** DATA FOR THIS TASK follows **

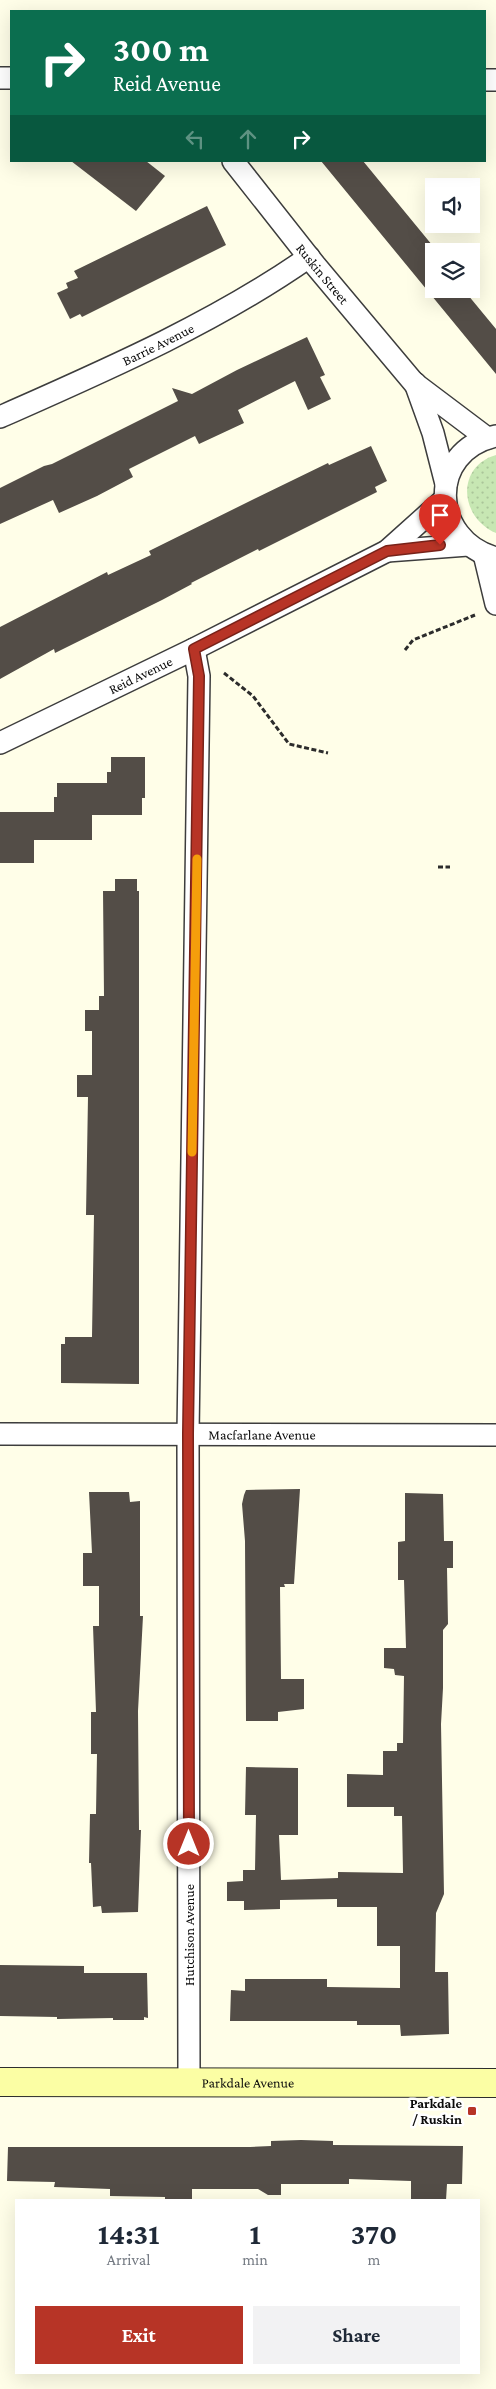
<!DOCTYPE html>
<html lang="en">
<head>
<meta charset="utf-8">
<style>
  :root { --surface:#fff; --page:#f2f2f3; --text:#1f2937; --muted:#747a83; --accent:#b73426 }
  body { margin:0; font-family:"Crimson Pro",serif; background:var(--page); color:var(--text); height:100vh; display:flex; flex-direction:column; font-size:19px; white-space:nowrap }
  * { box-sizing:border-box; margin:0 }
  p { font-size:16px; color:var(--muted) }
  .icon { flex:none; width:28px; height:28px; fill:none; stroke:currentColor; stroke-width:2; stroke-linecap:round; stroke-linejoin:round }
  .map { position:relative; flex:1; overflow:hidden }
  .side { position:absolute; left:15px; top:2199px; width:465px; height:175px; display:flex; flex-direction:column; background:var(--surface); border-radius:0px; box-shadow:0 5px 20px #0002 }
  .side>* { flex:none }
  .guide { position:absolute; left:10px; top:10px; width:476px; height:152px; border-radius:0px; box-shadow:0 5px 20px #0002; background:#0b6e4f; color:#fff; overflow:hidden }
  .tools { position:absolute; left:425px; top:178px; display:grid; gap:10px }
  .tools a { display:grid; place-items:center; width:55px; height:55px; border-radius:0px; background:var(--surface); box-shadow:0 5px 20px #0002; font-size:25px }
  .pin { position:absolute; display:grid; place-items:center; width:42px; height:42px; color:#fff; margin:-51px -21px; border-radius:50% 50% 50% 0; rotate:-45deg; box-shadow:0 0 5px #0007 }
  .pin .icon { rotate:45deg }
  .me { position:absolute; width:55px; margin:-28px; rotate:0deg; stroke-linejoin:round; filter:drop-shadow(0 0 4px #0008) }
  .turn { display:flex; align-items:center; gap:18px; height:105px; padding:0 20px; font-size:22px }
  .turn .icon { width:65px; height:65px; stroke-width:2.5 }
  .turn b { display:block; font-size:35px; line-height:42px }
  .lanes { display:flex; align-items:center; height:48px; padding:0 20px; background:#0003; justify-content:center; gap:25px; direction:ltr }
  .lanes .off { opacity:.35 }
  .eta { display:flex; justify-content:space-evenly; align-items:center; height:85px; text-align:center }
  .eta b { font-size:30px; font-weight:700; line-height:35px }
  .primary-button { display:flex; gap:10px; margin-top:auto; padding:10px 20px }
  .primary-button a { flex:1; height:58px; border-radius:0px; background:var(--accent); color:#fff; font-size:20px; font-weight:700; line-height:58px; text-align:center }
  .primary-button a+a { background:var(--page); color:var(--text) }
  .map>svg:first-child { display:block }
  .green { fill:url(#green-dots) }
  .building { fill:#534d47 }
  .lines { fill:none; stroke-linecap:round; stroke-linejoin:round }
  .street-casing { stroke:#3d3d3d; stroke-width:24 }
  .secondary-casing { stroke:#2c2c2c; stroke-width:30 }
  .path { stroke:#2c2c2c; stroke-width:3; stroke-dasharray:5 2.5; stroke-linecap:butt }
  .street { stroke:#fff; stroke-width:21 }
  .secondary { stroke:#fbfea4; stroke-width:28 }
  .route-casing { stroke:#772219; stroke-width:12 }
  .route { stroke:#b73426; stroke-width:9 }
  .slow { stroke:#f59e0b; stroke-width:9 }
  .poi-dot { fill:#b73426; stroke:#fff; stroke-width:2 }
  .labels { text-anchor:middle; stroke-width:5; stroke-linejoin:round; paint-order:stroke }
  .street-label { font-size:14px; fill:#0a0a0a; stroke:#fff }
  .poi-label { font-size:14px; font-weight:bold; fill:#0a0a0a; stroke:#fff; text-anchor:end }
</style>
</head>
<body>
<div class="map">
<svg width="496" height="2389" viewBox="0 0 496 2389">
  <defs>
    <pattern id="green-dots" width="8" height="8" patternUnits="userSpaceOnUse" patternTransform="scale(1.25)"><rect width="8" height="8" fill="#c7e7b3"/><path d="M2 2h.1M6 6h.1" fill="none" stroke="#aac599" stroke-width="1.8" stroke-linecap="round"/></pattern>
  </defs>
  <rect width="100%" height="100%" fill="#fffee8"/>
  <path class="green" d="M 496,455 L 496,533 C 460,518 455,467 496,455 Z"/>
  <g class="building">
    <polygon points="71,161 146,161 165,176 136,211"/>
    <polygon points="321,161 363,161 437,251 434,251 434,289 463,289 496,329 496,374"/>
    <polygon points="207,206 226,245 82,317 80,314 70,319 57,293 68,288 66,283 78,278 74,271"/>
    <polygon points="307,337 325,375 320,377 331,399 308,410 295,381 238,410 244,423 199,444 195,436 129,469 133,477 97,496 59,513 53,500 0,524 0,488 44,466 52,464 178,401 172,388 192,394 237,370"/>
    <polygon points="371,446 387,481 375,487 377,492 259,551 258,549 191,583 192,584 162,600 55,653 54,649 0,679 0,627 107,572 108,575 151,555 149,551 254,499 328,463 329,465"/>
    <polygon points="111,757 145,757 145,798 142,798 142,815 92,815 92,840 34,840 34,863 0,863 0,812 54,812 54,797 57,797 57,783 107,783 107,772 111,772"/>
    <polygon points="115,879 137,879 137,891 139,891 139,1384 61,1383 61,1344 65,1344 65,1337 92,1337 94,1215 86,1215 88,1097 77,1097 77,1075 92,1075 92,1031 85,1031 85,1010 99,1010 99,996 104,996 103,891 115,891"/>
    <polygon points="300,1489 294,1584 284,1584 285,1587 280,1587 281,1679 304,1679 304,1709 278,1712 278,1721 246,1721 245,1541 242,1504 244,1495 246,1490"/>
    <polygon points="89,1492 129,1492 130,1502 140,1501 140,1616 143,1616 138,1711 139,1830 141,1830 138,1912 102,1913 101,1906 93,1907 91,1863 89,1863 90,1814 96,1814 97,1754 91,1754 91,1712 96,1712 93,1626 99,1626 99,1586 83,1586 83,1553 92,1553"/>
    <polygon points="405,1493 443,1494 444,1541 453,1541 453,1568 447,1568 448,1624 443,1630 443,1688 441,1724 444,1894 436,1913 435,1972 448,1972 449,2034 401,2036 400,2025 357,2025 357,2021 230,2021 231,1990 245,1991 245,1979 327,1979 327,1987 400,1988 400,1946 377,1946 377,1907 337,1907 337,1899 280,1900 280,1909 244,1910 244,1901 227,1901 227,1882 243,1881 243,1870 255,1870 256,1815 245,1815 246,1767 298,1768 298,1835 279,1835 281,1880 338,1878 338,1872 403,1873 402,1816 394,1816 394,1807 347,1807 347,1774 383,1775 383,1751 397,1751 397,1743 403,1743 404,1676 395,1675 394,1669 384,1668 384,1648 406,1648 404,1580 398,1580 398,1542 405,1541"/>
    <polygon points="0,1965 84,1966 84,1973 147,1973 148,2018 144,2017 144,2020 113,2020 113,2018 57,2019 57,2017 0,2016"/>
    <polygon points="301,2140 333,2141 333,2145 463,2146 462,2184 447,2184 446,2200 411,2200 411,2181 349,2179 349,2184 281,2184 281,2195 268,2195 258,2189 192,2189 192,2200 165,2200 165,2197 110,2196 110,2189 54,2187 55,2182 7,2181 8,2147 250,2147 271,2146 271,2141"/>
  </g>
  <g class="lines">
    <defs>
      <g id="street">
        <polyline points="0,78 11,78"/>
        <polyline points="485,80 496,80"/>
        <path id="s1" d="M 233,161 L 315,265 L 414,383 L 487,438"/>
        <polyline points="415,383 433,433 446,484"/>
        <path id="s2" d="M 0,417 C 104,371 215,323 309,257"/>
        <path d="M 496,436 C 427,451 430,540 496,558"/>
        <polyline points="387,551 468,545"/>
        <polyline points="484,554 496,604"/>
        <path id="s3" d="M 0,743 L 194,649 L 387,551 L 445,499"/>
        <path id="s4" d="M 0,1434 L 496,1435"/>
        <polyline points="189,2081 188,1434 199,676 194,649"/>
      </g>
      <g id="secondary">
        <path id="s5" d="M 0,2082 L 496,2083"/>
      </g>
    </defs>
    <use href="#street" class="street-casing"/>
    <use href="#secondary" class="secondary-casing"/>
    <g class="path">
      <polyline points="405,650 413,640 475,615"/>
      <polyline points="224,673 253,696 289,744 328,753"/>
      <polyline points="438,867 450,867"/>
    </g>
    <use href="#street" class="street"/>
    <use href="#secondary" class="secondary"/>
  </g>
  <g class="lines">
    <defs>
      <polyline id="route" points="189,1844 188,1434 199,676 194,649 387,551 440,545"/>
    </defs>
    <use href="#route" class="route-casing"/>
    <use href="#route" class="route"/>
    <polyline class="slow" points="192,1152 197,859"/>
  </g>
  <rect class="poi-dot" x="467" y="2106" width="10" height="10" rx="2.5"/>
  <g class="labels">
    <g class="street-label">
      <text dy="5" stroke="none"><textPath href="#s1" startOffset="144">Ruskin Street</textPath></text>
      <text dy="5" stroke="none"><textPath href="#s2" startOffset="174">Barrie Avenue</textPath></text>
      <text dy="5" stroke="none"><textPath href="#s3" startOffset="156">Reid Avenue</textPath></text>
      <text dy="5" stroke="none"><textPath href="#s4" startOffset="262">Macfarlane Avenue</textPath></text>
      <text transform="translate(189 1935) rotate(-90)" y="5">Hutchison Avenue</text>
      <text dy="5" stroke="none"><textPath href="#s5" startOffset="248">Parkdale Avenue</textPath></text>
    </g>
    <g class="poi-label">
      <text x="462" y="2108">Parkdale<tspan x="462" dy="16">/ Ruskin</tspan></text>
    </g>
  </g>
</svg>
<div class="tools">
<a><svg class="icon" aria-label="sound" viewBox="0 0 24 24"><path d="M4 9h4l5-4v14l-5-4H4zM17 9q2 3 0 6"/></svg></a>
<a><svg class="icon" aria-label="layers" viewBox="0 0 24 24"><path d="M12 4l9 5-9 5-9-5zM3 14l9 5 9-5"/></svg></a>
</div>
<div class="pin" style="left:440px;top:545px;background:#d93025"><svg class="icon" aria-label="arrive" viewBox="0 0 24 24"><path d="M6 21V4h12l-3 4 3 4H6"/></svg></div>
<svg class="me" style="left:189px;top:1844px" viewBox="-20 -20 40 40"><circle r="17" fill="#b73426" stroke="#fff" stroke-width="3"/><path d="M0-11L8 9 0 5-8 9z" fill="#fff"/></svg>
<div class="guide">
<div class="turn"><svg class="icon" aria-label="right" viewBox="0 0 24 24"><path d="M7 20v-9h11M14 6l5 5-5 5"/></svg><div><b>300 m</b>Reid Avenue</div></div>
<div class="lanes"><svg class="icon off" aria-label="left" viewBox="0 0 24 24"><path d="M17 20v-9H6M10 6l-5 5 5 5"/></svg><svg class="icon off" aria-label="ahead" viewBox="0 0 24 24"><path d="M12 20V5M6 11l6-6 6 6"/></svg><svg class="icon" aria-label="right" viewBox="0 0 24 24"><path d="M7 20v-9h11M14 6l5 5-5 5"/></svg></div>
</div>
<section class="side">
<div class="eta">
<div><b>14:31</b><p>Arrival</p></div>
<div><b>1</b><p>min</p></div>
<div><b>370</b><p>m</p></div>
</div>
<div class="primary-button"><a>Exit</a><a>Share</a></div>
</section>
</div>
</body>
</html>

** End of DATA FOR THIS TASK **

*DIRECTIONS*
Output exactly the lines of the data that run from the one containing "<div><b>14:31</b><p>Arrival</p></div>" to the very last line, and no others.

*EXPECTED ANSWER*
<div><b>14:31</b><p>Arrival</p></div>
<div><b>1</b><p>min</p></div>
<div><b>370</b><p>m</p></div>
</div>
<div class="primary-button"><a>Exit</a><a>Share</a></div>
</section>
</div>
</body>
</html>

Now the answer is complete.